PROVIDED MATERIAL:

* * *

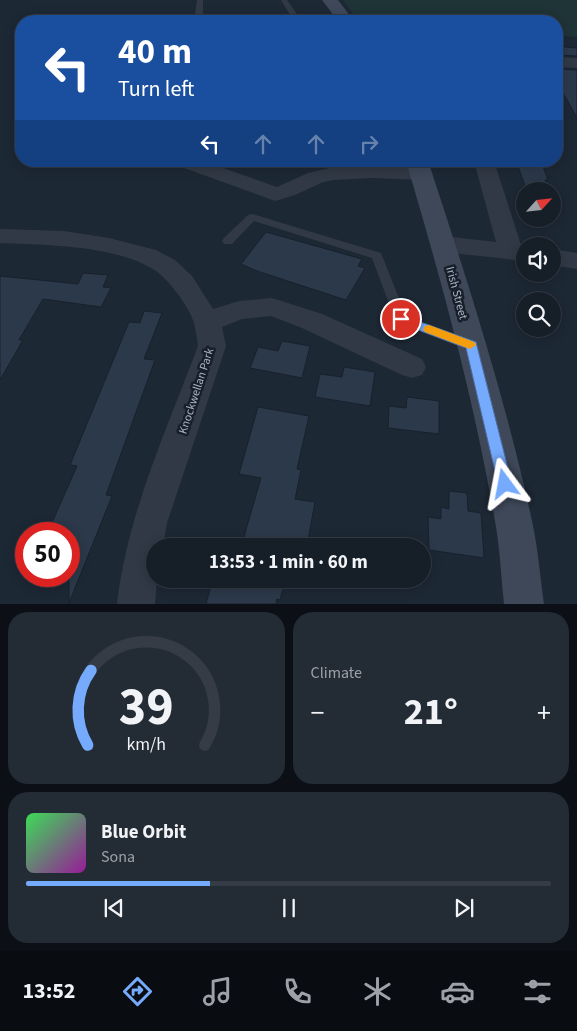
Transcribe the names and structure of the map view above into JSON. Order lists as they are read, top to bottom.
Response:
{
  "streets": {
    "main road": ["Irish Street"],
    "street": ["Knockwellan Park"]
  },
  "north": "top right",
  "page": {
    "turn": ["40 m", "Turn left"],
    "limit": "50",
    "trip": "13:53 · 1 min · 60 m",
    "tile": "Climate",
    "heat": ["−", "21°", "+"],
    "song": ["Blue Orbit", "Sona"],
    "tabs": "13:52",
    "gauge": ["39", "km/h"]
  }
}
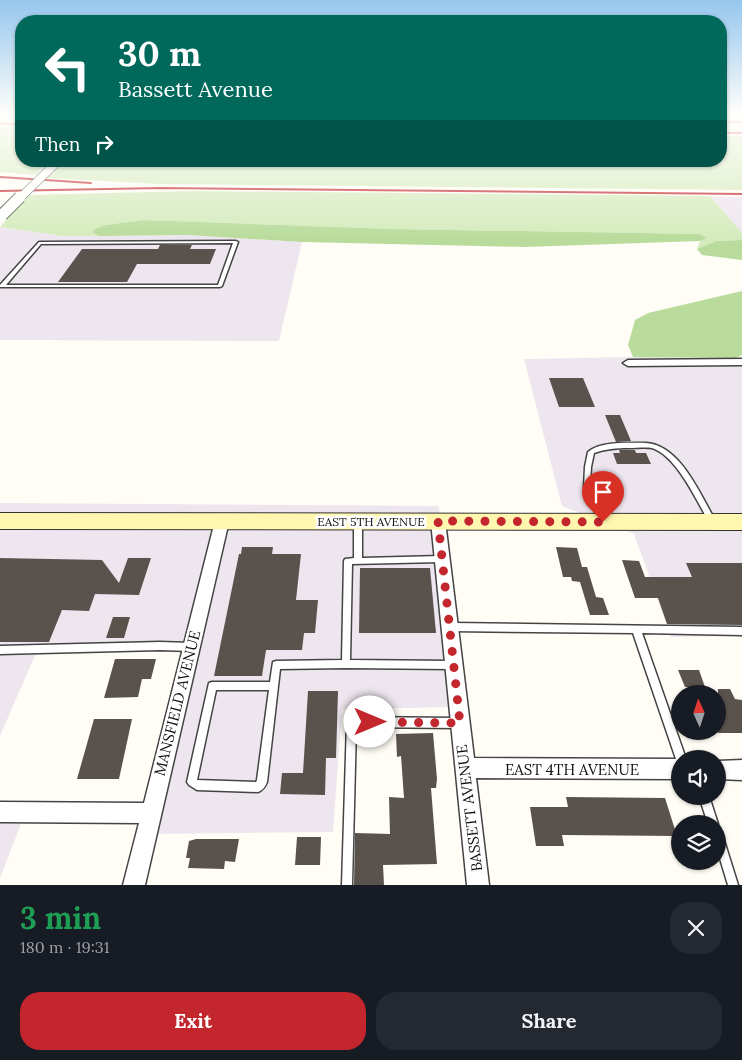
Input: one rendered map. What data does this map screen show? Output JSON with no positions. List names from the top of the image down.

* * *

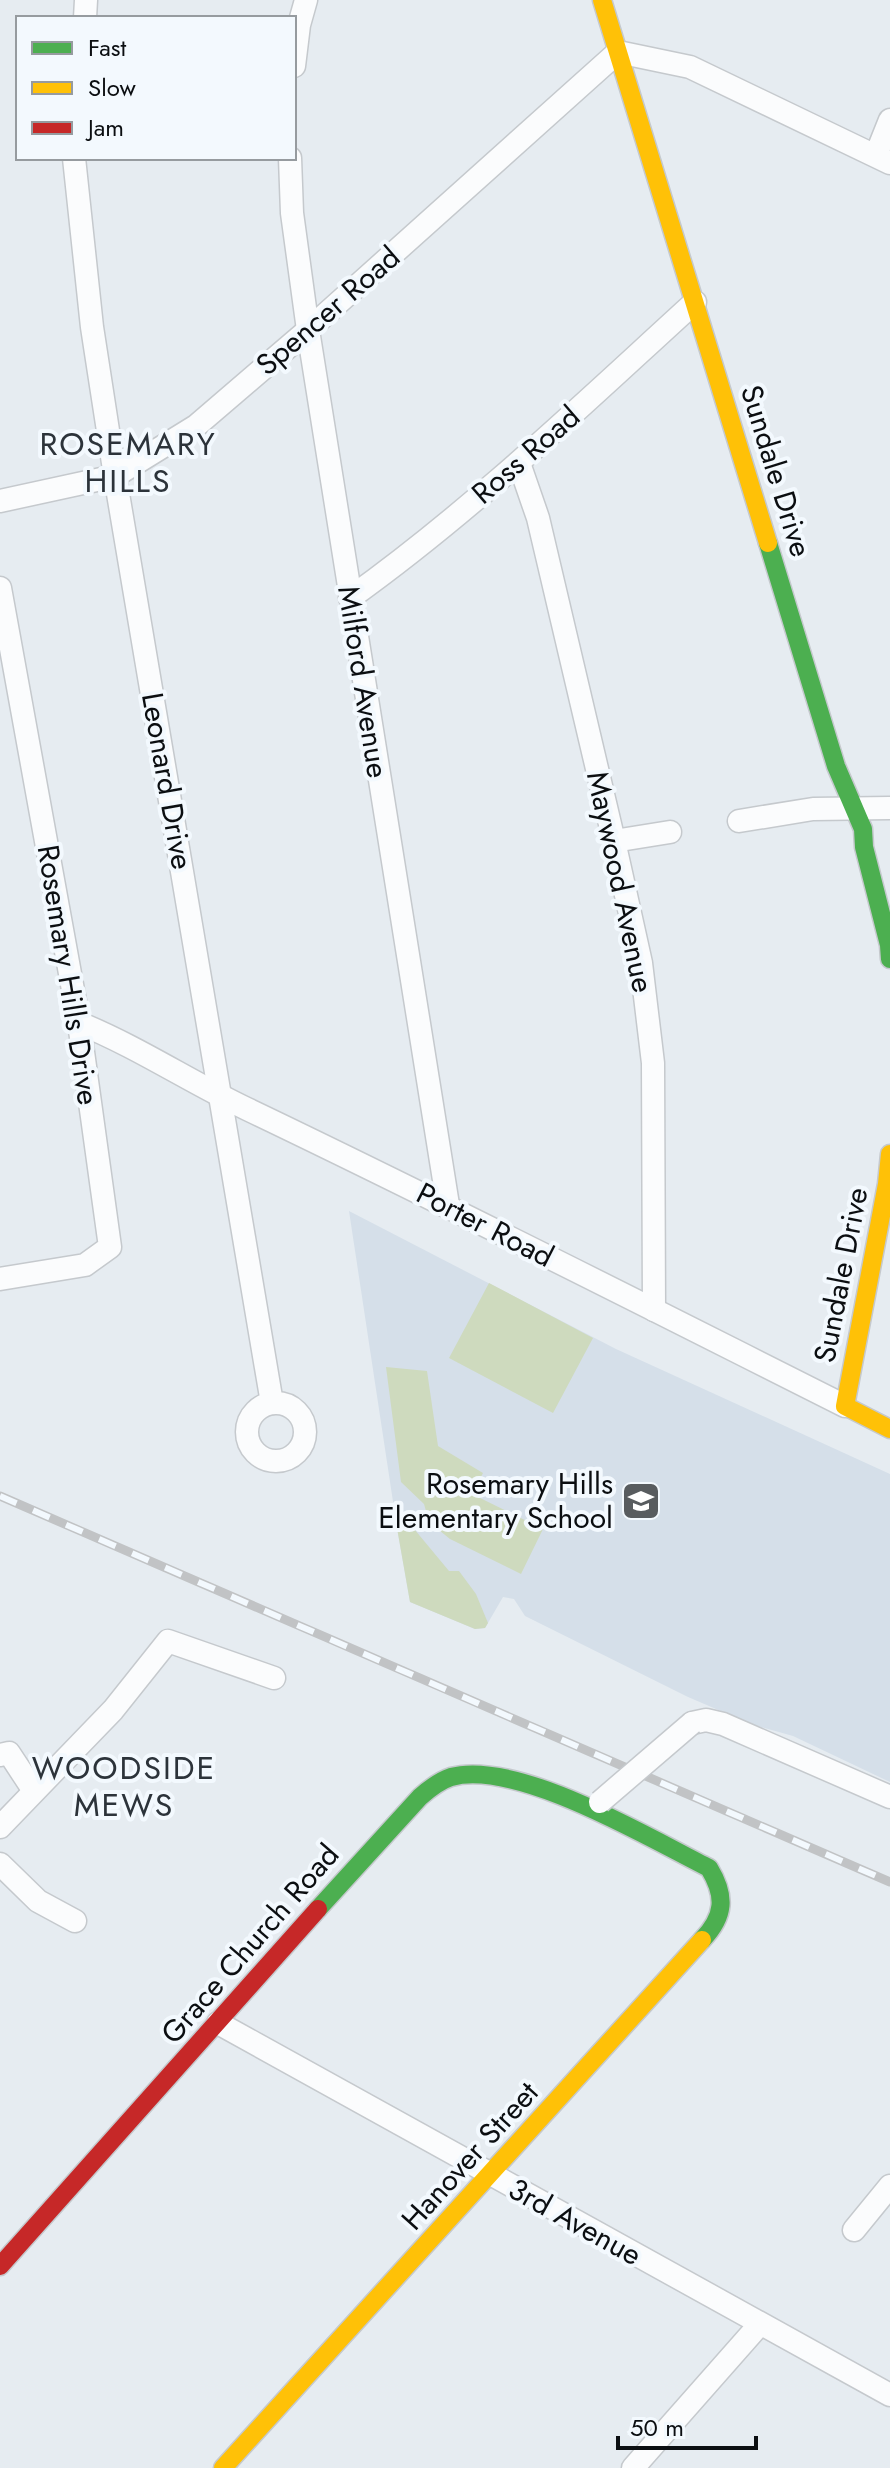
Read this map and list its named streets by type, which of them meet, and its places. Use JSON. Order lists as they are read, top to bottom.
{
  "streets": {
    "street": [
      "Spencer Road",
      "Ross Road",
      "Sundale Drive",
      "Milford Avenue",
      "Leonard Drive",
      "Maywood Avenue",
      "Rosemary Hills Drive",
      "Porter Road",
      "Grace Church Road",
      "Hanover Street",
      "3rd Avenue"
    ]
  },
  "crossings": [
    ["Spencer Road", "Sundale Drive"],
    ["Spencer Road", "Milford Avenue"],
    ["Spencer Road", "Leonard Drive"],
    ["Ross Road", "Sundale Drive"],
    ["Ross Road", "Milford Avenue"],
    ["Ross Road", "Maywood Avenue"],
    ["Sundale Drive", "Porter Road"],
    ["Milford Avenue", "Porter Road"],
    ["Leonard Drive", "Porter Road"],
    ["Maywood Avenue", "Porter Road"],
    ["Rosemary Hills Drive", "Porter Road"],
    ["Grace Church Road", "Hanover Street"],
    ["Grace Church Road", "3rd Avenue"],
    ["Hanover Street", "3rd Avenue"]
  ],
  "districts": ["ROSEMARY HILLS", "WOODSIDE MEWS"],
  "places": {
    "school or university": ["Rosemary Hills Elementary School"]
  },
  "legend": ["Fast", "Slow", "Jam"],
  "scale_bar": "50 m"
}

* * *

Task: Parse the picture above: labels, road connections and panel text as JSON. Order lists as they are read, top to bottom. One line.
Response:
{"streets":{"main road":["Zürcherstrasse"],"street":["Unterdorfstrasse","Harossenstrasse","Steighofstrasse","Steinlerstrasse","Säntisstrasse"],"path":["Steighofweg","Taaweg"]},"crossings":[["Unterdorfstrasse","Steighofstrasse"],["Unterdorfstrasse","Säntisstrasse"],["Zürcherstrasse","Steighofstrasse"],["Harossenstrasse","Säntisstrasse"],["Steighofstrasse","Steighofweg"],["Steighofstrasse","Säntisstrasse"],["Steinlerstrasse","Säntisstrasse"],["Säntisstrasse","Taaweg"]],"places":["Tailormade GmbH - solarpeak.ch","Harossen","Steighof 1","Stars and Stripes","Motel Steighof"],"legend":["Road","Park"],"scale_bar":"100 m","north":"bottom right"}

* * *

TASK STATEMENT:
Report how many lines in the entries hold the string "above". Nothing but the number is wanted.

RESULT:
2